(Dataset excerpts)

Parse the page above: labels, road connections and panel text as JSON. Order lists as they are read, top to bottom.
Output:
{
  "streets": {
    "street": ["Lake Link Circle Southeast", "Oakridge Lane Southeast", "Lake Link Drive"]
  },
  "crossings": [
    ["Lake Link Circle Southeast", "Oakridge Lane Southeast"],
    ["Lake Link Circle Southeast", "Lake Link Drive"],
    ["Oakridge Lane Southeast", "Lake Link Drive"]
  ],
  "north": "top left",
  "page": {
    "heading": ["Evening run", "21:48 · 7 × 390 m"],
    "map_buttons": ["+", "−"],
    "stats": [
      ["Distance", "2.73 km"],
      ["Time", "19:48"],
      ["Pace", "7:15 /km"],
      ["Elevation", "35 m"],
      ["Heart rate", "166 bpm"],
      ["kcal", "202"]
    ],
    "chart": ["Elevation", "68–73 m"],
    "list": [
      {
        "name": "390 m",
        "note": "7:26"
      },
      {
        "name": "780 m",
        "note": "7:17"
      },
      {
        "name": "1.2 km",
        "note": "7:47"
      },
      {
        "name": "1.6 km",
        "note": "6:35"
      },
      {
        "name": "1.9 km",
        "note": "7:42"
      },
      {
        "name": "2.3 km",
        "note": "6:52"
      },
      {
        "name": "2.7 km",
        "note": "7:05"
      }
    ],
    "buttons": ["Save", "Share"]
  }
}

▶ **Exercise aim**:
A faithful, complete copy of the entries above is required.

▶ **Result of the task**:
Parse the page above: labels, road connections and panel text as JSON. Order lists as they are read, top to bottom.
Output:
{
  "streets": {
    "street": ["Lake Link Circle Southeast", "Oakridge Lane Southeast", "Lake Link Drive"]
  },
  "crossings": [
    ["Lake Link Circle Southeast", "Oakridge Lane Southeast"],
    ["Lake Link Circle Southeast", "Lake Link Drive"],
    ["Oakridge Lane Southeast", "Lake Link Drive"]
  ],
  "north": "top left",
  "page": {
    "heading": ["Evening run", "21:48 · 7 × 390 m"],
    "map_buttons": ["+", "−"],
    "stats": [
      ["Distance", "2.73 km"],
      ["Time", "19:48"],
      ["Pace", "7:15 /km"],
      ["Elevation", "35 m"],
      ["Heart rate", "166 bpm"],
      ["kcal", "202"]
    ],
    "chart": ["Elevation", "68–73 m"],
    "list": [
      {
        "name": "390 m",
        "note": "7:26"
      },
      {
        "name": "780 m",
        "note": "7:17"
      },
      {
        "name": "1.2 km",
        "note": "7:47"
      },
      {
        "name": "1.6 km",
        "note": "6:35"
      },
      {
        "name": "1.9 km",
        "note": "7:42"
      },
      {
        "name": "2.3 km",
        "note": "6:52"
      },
      {
        "name": "2.7 km",
        "note": "7:05"
      }
    ],
    "buttons": ["Save", "Share"]
  }
}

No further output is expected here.